TLR9 is recruited to phagosomes containing A. fumigatus

The generation of fusion proteins of TLR/CLR appended to fluorescent proteins (including GFP and mCherry) coupled with live cell imaging has provided valuable insight into the dynamic nature of protein redistribution in phagosome formation/maturation.30, 31 While the majority of the data regarding TLR specificity and function has focused on bacterial and viral-derived ligands, our understanding of fungal interactions with TLRs is accumulating.1 Much of our understanding of TLR function is derived from infection experiments in mice lacking specific TLRs.32 TLR2- and TLR4-defective mice show a decreased recruitment of neutrophils and a reduced cytokine response to A. fumigatus conidia and hyphae.33 The complex fungal cell wall component zymosan triggers expression of proinflammatory cytokines via Dectin-1 and crosstalk with TLR2 and TLR4.34 During swelling and germination of A. fumigatus conidia, β-1,3 glucans become exposed to the surface and can be targeted by cells of innate immune system expressing TLR2, TLR6, and Dectin-1, including macrophages and DCs.35, 36

Comprehensive reviews of TLRs and the role of TLRs in fungal infections have been recently published.1, 6, 8, 18, 37 We will focus on the role of TLR9 in the host defense of A. fumigatus.

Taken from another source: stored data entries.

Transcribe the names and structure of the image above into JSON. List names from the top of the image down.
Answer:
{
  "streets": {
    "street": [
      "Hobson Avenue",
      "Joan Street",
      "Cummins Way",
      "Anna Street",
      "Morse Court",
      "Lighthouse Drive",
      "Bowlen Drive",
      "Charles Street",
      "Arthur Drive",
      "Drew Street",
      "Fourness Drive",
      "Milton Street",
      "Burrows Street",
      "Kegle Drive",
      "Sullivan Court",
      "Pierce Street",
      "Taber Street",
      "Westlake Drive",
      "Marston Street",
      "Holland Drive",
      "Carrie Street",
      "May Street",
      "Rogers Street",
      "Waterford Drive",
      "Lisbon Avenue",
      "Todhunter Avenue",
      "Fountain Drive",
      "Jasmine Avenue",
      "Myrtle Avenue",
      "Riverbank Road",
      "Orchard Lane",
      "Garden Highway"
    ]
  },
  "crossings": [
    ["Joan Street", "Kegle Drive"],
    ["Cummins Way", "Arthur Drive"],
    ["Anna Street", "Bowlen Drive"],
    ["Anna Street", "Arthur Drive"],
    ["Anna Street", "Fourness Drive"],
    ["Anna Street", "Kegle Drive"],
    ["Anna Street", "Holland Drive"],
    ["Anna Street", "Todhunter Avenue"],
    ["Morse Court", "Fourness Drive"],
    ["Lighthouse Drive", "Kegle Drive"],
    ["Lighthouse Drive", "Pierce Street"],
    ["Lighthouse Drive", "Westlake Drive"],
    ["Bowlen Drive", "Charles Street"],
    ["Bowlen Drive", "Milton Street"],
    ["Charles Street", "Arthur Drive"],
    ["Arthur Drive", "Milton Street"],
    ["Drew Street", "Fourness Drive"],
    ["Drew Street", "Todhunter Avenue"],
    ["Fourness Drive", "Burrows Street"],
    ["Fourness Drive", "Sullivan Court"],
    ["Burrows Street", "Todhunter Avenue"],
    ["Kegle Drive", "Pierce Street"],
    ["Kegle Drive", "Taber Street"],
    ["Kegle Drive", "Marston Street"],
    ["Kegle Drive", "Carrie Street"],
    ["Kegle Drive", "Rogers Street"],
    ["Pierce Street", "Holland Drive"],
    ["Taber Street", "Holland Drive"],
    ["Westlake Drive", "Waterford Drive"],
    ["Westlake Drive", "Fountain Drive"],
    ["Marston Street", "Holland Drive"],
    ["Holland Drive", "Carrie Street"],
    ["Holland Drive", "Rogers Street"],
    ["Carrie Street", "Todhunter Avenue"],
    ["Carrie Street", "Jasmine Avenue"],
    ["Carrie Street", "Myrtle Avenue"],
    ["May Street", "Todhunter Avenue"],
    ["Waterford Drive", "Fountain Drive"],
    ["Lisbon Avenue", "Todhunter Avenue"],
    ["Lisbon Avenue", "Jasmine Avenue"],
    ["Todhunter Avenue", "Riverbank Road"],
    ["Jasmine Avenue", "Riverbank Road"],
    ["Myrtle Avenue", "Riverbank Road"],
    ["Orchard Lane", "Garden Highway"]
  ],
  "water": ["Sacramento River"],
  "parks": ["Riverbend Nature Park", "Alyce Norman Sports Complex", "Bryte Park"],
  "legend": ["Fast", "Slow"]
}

The subcellular localization of TLR9, which engages and signals to unmethylated CpG DNA, is tightly regulated and receptor activation is a multistep process.38 TLR9 is translated into the endoplasmic reticulum in its mature, full-length form and then passes through the Golgi to the endolysosomal compartment where its ectodomain is proteolytically cleaved to generate a functional receptor.39, 40 In the endolysosomal compartment, ligand binding to preassembled TLR9 dimers induces a conformational change that allosterically initiates signal transduction.41 While the truncated form of TLR9 can be found in the endolysosomal compartment of unstimulated cells, TLR9 trafficking has been shown to be highly regulated, dynamic process.31 The extent to which there is dynamic movement of TLR9 between subcompartments and the underlying processes regulating TLR9 trafficking remain poorly understood.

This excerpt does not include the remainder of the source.